WASHINGTON, DC, July 11, 2011 (by Aseem Shukla, co-founder of HAF, for the Washington Post):
India as a land of stunning contradictions is as much a tired cliche as it is true. But what to make of the priceless treasures? Why would the government demand that the vaults of the private Padmanabhaswami temple be opened? And what to do with a bounty suitable for the Gods? In these questions lies a potent commentary on the vagaries of Hindu life in India today.
In a bid to define a very idiosyncratic version of secular democracy, India's first Prime Minister, Jawaharlal Nehru, placed the most prominent Hindu temples under government control by appointing the boards that administer them. So while Hindus do not actually control many of their temples, churches and mosques enjoy freedom from any government interference. This inconsistency was exploited by the Supreme Court of India, that could then claim authority to force the long hand of big brother into the most sacred depths of a temple and force open its vaults.
The 16th century Padmanabhaswamy temple was preserved by the erstwhile royal family of Travancore, now part of the southern state of Kerala, for generations, and it was they who placed their own royal assets into the temple in their faith that the Deity of the temple is actually the legitimate ruler of their kingdom. While the gifts to their patron Deity had a pragmatic dimension for the royals since the assets could be used in time of crisis, such as famine or war.
Not surprisingly, socialist leaders in India are calling for the temple wealth of an estimated 22 billion dollars, that may amount to as much as the entire annual education budget for India, to be summarily sold off with the money distributed to the millions of the nation's poor. Of course, if temples could be pawned off so easily, churches and mosques--perhaps even the glittering gold lining Sikhism's holiest shrine--would be next? Should the Sistine Chapel be sold to bail out Italy's sovereign debt crisis? Hindu shrines receive no government subsidies for their maintenance, and the idea of India's notoriously corrupt government confiscating their treasure is thankfully anathema to most observers.
S.P. Sabharathnam, one of the foremost scholars of the Agamas based in India, explained to me that the Mulakosa Bhakta Vivarana (Allocation of the Divine Treasure) chapter specifically enjoins that the treasures should be held, but the interest accrued can be used for worldly needs ranging from preservation of that temple and other temples in need to feeding of devotees and the poor and creating schools for preservation of Vedic and general studies.

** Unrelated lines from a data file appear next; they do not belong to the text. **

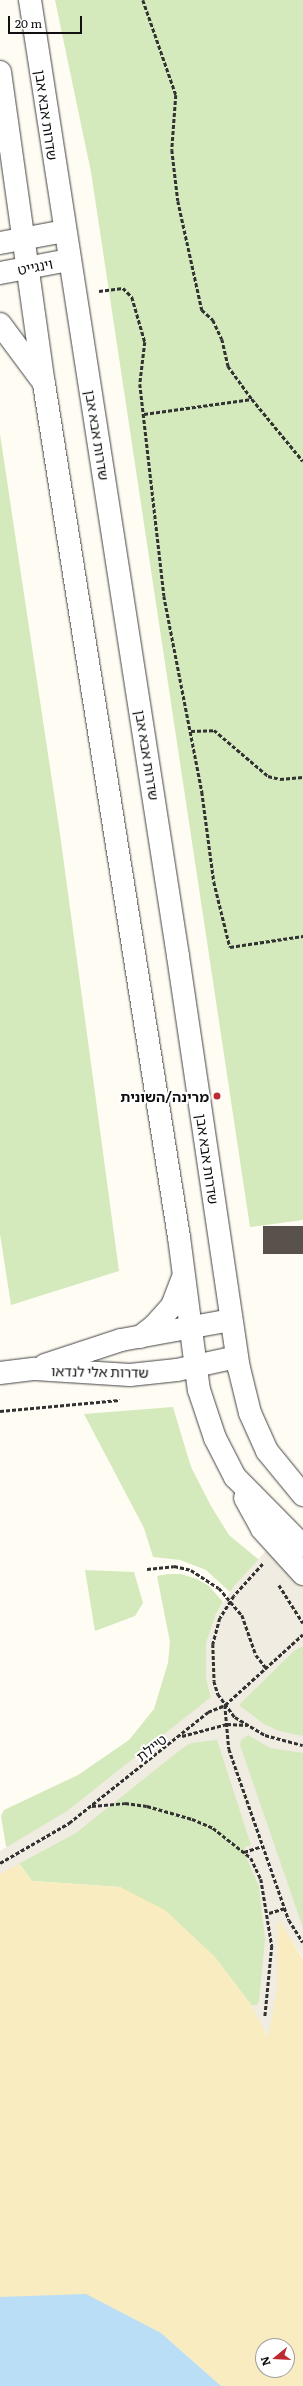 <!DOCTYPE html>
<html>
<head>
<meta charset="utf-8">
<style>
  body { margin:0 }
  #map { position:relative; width:303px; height:2386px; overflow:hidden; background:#fffcf3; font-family:Literata,"Noto Sans Hebrew",serif }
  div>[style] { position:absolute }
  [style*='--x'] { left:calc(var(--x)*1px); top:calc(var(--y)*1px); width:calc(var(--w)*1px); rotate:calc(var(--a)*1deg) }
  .green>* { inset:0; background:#d4e9bc }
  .sand>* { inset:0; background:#f9ecc0 }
  .plaza>* { inset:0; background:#f0ece1 }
  .water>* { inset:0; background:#b9def5 }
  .building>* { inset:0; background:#58514c; transform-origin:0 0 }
  .path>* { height:2.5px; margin-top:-1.25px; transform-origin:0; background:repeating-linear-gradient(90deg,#323232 0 4px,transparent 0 6px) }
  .roads { filter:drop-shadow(0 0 1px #434343) drop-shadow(0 0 1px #434343) }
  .minor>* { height:22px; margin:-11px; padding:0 11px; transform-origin:11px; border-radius:11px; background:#fff }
  .dots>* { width:11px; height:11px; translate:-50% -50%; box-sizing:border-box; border:2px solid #fff; border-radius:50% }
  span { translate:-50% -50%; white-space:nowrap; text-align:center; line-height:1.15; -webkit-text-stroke:4px #fff; paint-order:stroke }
  .street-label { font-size:14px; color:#101010 }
  .poi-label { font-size:14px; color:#101010; font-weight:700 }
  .right { translate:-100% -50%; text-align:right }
  .north { position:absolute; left:255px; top:2338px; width:40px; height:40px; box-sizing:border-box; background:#fff; border:1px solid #9f9f9f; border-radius:50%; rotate:252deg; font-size:11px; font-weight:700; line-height:16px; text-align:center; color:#101010 }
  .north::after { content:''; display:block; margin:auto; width:14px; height:18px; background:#bd2a32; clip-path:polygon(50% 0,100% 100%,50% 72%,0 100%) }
  .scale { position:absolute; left:8px; top:16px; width:74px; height:18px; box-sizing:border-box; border:2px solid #101010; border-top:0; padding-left:5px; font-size:12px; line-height:14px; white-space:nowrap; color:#101010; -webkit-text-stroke:3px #fff; paint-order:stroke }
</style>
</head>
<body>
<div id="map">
  <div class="green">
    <div style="clip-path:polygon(55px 0,303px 0,303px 1220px,250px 1227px,91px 172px)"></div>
    <div style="clip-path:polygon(0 434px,60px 834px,119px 1271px,11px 1305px,0 1234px)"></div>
    <div style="clip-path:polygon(173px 1407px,191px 1467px,211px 1506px,229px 1535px,259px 1560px,230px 1592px,206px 1570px,180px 1560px,153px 1557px,144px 1528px,84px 1414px)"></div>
    <div style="clip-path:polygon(85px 1570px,134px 1572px,143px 1603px,135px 1616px,95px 1631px)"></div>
    <div style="clip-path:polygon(168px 1574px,181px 1574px,197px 1579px,209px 1586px,223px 1602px,216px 1614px,206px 1644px,206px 1678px,211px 1697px,303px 1617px,303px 1957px,278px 1919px,277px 1992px,255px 2010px,214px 1956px,120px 1887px,32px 1881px,6px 1846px,1px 1816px,4px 1810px,78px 1775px,129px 1740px,154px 1709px,168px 1663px,170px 1642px,157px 1576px)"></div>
  </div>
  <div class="sand">
    <div style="clip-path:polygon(evenodd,18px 1863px,32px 1881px,120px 1887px,165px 1910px,214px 1956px,255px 2010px,267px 2036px,278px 1918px,303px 1959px,303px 2386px,221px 2386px,161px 2333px,0 2297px,0 1874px,18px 1863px,263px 2346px,287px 2346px,287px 2370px,263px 2370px,263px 2346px)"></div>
  </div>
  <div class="plaza">
    <div style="clip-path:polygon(266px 1551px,303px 1583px,303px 1646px,294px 1651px,239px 1705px,264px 1724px,279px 1731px,303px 1736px,303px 1753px,270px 1748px,248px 1735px,241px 1740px,240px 1745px,303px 1928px,303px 1957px,278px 1919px,277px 1992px,268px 2037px,251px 2005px,257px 2005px,259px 2001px,265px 1939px,259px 1887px,244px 1852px,245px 1847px,251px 1845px,217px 1740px,191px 1743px,184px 1747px,76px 1833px,0 1874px,0 1851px,67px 1811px,211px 1697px,206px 1678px,206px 1644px,216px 1614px,234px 1586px)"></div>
  </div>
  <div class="water">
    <div style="clip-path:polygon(86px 2294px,161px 2333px,221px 2386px,0 2386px,0 2297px)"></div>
  </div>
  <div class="building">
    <div style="left:303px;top:1226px;width:28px;height:40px;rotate:90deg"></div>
  </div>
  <div class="path">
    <div style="--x:143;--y:0;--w:101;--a:70.8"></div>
    <div style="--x:176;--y:95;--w:55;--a:94.2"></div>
    <div style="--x:172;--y:150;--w:51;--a:83.3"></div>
    <div style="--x:178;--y:201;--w:112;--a:77.6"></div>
    <div style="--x:202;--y:310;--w:15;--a:42"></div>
    <div style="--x:213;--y:320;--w:21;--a:65"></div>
    <div style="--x:222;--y:339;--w:28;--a:77"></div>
    <div style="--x:228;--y:366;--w:41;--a:54"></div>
    <div style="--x:99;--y:291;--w:24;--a:-7"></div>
    <div style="--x:123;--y:288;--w:13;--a:45"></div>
    <div style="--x:132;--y:297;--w:47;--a:73.9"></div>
    <div style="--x:145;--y:342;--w:42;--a:96.8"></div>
    <div style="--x:140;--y:384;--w:213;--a:83.5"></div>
    <div style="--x:164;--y:596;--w:200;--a:79"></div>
    <div style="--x:202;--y:792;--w:91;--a:82.4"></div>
    <div style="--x:214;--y:882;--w:67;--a:76.2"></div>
    <div style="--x:230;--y:947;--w:74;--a:-8.6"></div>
    <div style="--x:144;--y:414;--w:109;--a:-7.9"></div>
    <div style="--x:252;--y:399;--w:80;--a:50.6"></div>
    <div style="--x:191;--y:731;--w:23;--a:-2"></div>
    <div style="--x:214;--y:730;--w:71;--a:40.4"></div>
    <div style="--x:268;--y:776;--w:12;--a:14"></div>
    <div style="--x:280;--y:779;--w:23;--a:-5"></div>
    <div style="--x:0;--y:1411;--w:120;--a:-5.3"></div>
    <div style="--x:263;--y:1564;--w:43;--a:132.2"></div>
    <div style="--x:234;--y:1596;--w:26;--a:122"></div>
    <div style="--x:220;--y:1618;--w:27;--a:105"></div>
    <div style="--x:213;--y:1644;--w:37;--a:88"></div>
    <div style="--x:214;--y:1681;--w:14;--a:73"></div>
    <div style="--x:218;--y:1694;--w:29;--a:54"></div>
    <div style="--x:235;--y:1717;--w:35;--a:31"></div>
    <div style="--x:265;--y:1735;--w:39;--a:15"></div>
    <div style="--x:147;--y:1569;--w:27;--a:-6"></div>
    <div style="--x:174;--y:1566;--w:17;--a:13"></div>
    <div style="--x:191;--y:1570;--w:33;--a:33"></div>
    <div style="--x:219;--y:1588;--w:35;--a:50"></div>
    <div style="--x:242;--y:1615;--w:42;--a:70.7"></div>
    <div style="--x:256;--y:1655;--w:16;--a:52"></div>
    <div style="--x:279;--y:1585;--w:45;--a:57.7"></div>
    <div style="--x:225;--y:1705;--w:44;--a:84.8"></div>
    <div style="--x:229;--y:1749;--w:181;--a:70.7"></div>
    <div style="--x:289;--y:1920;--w:26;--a:58"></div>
    <div style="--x:182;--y:1736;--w:47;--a:-14.9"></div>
    <div style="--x:227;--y:1724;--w:20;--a:3"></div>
    <div style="--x:92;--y:1806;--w:33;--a:-5"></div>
    <div style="--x:125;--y:1803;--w:22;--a:8"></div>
    <div style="--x:147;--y:1806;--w:47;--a:16.1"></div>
    <div style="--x:192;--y:1819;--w:23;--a:23"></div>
    <div style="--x:213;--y:1828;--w:48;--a:38.3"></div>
    <div style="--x:251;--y:1858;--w:23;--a:65"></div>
    <div style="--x:261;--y:1879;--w:68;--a:80.7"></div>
    <div style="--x:272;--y:1946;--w:71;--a:95.6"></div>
    <div style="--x:244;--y:1852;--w:19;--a:-18"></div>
    <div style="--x:0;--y:1863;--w:80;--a:-30.1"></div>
    <div style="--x:69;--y:1823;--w:178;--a:-38.6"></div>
    <div style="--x:208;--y:1712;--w:18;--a:-22"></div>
    <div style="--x:225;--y:1705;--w:105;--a:-42.3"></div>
    <div style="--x:269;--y:1913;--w:17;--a:-17"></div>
  </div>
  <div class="roads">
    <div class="minor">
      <div style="--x:30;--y:0;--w:967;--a:81.2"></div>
      <div style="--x:178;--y:956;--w:416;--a:81.6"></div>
      <div style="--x:239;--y:1368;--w:46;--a:76.3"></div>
      <div style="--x:250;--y:1413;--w:42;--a:65.9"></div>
      <div style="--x:267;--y:1451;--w:57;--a:50.7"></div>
      <div style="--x:0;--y:72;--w:315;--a:82"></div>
      <div style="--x:44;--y:384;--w:864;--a:81.01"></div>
      <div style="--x:179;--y:1237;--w:154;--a:82.6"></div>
      <div style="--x:199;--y:1390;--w:51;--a:71.6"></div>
      <div style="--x:215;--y:1438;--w:44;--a:62.9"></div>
      <div style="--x:235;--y:1477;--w:97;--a:45.4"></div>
      <div style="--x:0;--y:243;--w:66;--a:-10.5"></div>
      <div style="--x:0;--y:273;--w:70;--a:-10.7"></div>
      <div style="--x:0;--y:324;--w:69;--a:53.3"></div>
      <div style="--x:140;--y:1337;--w:18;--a:-38"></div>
      <div style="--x:154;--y:1326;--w:27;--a:-48"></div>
      <div style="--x:172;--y:1306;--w:30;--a:-69"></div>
      <div style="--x:45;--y:1365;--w:80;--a:-18.2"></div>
      <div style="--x:121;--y:1340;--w:112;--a:-10.3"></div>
      <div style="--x:0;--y:1373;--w:35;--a:-7"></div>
      <div style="--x:35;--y:1369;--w:95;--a:3.6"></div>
      <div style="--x:130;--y:1375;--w:47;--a:-6.1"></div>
      <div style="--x:177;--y:1370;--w:61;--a:-12.2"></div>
      <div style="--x:245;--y:1498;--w:35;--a:61"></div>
      <div style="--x:262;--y:1529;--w:61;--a:47.7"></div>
    </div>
  </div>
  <div class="dots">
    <div style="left:217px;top:1096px;background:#bd2a32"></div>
  </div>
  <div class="street-label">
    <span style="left:47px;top:115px;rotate:82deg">שדרות אבא אבן</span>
    <span style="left:35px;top:266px;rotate:-11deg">וינגייט</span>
    <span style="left:98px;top:435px;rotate:81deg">שדרות אבא אבן</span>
    <span style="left:148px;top:755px;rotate:81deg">שדרות אבא אבן</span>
    <span style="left:208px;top:1159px;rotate:82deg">שדרות אבא אבן</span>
    <span style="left:100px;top:1371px;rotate:1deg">שדרות אלי לנדאו</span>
    <span style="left:151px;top:1747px;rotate:-38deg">טיילת</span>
  </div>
  <div class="poi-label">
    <span class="right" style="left:209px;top:1096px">מרינה/השונית</span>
  </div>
  <div class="north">N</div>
  <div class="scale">20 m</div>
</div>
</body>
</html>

Follow the words of the ancients, and such a move could revitalize the temple and address the urgent needs of many lesser known Hindu institutions decaying in the face of weak governing boards and government neglect.
The story playing out in south India must end well for that temple, as the stakes are as high as the valuation of the gold. Perhaps the temple will some day display a sampling of the wealth that characterized the Indic civilization at its zenith and that was plundered and looted by successive invasions that defined the last millennium until the British colonialists left in 1947. Perhaps the jewels of India can someday be seen in India without having to visit the Tower of London.